• [WHAT THIS TASK INVOLVES]: Every line that contains the word "Mirasierra" should be copied from the records below.

[Data items]
□ □ □ □

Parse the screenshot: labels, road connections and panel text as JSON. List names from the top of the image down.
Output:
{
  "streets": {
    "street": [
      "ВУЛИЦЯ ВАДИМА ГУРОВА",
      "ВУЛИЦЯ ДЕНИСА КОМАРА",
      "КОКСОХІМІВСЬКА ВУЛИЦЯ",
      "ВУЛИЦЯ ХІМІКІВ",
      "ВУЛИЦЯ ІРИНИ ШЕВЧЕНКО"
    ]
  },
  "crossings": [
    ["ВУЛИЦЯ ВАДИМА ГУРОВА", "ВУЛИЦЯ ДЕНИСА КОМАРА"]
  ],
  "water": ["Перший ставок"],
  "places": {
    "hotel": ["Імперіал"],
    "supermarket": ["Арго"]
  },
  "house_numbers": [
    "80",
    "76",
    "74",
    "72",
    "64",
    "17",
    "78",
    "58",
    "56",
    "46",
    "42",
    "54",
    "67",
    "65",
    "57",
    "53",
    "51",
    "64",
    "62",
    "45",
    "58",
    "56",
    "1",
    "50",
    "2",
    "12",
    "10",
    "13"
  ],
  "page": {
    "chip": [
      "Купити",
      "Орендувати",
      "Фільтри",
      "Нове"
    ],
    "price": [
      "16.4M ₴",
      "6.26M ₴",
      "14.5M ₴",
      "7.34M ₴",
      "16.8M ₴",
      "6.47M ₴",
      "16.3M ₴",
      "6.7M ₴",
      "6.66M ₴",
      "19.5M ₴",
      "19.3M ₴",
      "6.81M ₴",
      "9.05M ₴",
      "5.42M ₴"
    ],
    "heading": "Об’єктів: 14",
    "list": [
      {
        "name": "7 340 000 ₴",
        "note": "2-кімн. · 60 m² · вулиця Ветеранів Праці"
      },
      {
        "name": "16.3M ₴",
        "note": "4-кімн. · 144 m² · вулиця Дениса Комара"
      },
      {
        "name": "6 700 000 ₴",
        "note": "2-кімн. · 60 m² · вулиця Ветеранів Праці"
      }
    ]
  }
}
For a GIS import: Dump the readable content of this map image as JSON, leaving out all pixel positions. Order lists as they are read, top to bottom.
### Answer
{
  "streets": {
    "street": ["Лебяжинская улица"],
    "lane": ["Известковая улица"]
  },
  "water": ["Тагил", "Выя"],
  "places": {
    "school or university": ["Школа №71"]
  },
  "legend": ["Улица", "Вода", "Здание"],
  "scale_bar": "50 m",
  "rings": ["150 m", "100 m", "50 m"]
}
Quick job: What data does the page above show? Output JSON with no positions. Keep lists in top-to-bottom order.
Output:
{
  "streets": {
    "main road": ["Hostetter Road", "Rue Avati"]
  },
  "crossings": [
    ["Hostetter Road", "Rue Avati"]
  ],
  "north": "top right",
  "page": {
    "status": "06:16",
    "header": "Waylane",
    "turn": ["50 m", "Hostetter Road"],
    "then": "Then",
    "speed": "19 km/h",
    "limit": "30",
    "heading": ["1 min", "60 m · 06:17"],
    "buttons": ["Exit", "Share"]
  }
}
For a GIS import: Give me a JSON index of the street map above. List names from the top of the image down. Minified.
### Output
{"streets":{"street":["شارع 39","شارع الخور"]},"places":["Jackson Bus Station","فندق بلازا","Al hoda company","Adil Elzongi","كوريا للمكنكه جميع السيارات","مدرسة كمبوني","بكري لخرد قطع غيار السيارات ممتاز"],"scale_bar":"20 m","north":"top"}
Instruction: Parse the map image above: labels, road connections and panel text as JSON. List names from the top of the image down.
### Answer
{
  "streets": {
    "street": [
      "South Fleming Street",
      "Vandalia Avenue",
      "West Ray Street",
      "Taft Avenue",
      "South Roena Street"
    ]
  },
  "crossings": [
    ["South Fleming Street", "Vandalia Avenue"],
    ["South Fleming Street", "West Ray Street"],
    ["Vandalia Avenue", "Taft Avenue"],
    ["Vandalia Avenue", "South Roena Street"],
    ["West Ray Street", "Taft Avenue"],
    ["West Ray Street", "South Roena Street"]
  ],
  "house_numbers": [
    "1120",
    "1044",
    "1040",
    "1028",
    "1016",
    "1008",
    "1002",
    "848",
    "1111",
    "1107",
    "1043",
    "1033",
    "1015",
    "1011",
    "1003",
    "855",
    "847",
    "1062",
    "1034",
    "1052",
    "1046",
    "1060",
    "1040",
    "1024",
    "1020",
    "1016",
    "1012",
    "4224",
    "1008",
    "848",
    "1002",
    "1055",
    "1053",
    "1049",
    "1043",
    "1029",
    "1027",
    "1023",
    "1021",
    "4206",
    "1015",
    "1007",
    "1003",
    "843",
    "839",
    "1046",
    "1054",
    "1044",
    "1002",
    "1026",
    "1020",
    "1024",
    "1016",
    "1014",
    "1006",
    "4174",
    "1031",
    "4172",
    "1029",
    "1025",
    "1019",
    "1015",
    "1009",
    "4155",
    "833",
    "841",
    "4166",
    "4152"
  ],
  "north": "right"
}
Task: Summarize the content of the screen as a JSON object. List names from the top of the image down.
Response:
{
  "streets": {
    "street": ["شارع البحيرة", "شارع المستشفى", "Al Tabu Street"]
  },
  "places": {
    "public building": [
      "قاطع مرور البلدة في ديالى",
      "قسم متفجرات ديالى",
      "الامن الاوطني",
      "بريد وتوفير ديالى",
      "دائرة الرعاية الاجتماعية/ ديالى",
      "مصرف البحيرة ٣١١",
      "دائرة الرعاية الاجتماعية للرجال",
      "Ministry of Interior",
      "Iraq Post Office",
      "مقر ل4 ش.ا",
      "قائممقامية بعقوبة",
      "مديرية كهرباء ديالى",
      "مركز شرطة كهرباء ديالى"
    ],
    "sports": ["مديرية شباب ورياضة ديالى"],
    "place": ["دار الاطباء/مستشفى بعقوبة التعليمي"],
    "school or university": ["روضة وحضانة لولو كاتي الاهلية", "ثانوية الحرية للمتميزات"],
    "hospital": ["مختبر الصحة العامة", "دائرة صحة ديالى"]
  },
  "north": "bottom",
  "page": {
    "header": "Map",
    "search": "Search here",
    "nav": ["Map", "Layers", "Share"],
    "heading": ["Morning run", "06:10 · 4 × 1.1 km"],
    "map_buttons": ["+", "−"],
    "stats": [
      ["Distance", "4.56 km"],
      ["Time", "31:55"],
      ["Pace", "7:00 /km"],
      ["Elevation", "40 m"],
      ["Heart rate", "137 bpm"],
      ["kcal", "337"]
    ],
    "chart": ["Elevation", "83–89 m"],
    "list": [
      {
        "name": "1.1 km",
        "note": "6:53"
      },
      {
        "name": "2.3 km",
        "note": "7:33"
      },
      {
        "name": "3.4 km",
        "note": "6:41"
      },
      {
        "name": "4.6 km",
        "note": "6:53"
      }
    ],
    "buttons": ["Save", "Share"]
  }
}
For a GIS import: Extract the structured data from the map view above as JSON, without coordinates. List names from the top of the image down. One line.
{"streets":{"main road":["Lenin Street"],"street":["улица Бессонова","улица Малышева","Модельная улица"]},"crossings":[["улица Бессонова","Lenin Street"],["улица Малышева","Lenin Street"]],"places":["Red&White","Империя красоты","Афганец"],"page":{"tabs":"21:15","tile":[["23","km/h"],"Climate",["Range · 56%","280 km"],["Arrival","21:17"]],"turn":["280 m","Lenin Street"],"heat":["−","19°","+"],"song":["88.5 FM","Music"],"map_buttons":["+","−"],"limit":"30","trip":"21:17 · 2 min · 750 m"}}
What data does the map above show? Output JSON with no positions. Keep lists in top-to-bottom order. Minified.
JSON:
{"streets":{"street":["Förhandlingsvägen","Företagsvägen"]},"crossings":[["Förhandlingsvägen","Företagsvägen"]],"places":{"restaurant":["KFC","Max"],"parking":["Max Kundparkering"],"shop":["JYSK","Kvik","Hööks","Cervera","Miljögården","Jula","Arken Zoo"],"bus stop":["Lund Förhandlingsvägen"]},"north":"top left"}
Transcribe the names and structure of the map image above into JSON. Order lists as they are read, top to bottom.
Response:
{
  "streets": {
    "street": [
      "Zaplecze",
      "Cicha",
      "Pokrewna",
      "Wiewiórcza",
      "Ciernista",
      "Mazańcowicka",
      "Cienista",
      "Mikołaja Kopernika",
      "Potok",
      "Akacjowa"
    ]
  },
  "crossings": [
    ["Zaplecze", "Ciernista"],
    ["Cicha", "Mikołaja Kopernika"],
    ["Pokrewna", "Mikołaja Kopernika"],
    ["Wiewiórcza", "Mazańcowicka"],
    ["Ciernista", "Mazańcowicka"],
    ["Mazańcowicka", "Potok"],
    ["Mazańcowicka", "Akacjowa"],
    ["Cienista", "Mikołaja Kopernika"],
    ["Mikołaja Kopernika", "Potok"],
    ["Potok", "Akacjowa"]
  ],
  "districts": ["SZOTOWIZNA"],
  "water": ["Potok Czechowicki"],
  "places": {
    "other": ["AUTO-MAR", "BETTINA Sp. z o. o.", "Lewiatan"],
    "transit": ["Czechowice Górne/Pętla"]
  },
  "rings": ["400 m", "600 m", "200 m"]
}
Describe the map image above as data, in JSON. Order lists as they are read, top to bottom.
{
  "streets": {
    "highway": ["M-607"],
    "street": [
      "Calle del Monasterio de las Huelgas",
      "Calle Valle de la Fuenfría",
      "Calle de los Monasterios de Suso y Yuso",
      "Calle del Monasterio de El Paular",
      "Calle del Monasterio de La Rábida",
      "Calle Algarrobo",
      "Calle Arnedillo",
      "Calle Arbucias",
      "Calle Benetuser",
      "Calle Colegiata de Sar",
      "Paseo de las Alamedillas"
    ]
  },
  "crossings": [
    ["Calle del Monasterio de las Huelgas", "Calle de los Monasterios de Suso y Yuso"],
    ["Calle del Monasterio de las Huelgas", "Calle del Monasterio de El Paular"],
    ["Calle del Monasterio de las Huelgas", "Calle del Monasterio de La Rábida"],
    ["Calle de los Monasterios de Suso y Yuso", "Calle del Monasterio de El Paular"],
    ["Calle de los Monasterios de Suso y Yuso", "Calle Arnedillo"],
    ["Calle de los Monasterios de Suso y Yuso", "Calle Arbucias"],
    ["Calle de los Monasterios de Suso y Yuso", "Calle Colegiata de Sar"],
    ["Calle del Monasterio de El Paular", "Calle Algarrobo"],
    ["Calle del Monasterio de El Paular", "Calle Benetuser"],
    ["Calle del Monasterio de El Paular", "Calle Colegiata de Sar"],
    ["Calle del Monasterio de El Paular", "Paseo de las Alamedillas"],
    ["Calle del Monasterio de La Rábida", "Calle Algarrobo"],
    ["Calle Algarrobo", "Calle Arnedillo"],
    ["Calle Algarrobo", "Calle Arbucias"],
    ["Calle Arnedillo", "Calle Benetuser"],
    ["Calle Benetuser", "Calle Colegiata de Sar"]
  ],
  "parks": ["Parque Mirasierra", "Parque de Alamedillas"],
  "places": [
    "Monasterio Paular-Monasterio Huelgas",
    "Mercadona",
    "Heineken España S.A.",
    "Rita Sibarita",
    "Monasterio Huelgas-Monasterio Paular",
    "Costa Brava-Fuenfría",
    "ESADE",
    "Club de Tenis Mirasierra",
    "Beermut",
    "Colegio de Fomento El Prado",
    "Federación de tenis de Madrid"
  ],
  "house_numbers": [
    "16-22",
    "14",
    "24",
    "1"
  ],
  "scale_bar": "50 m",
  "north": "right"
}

□ □ □ □

• [RESPONSE BOX]:
  "parks": ["Parque Mirasierra", "Parque de Alamedillas"],
    "Club de Tenis Mirasierra",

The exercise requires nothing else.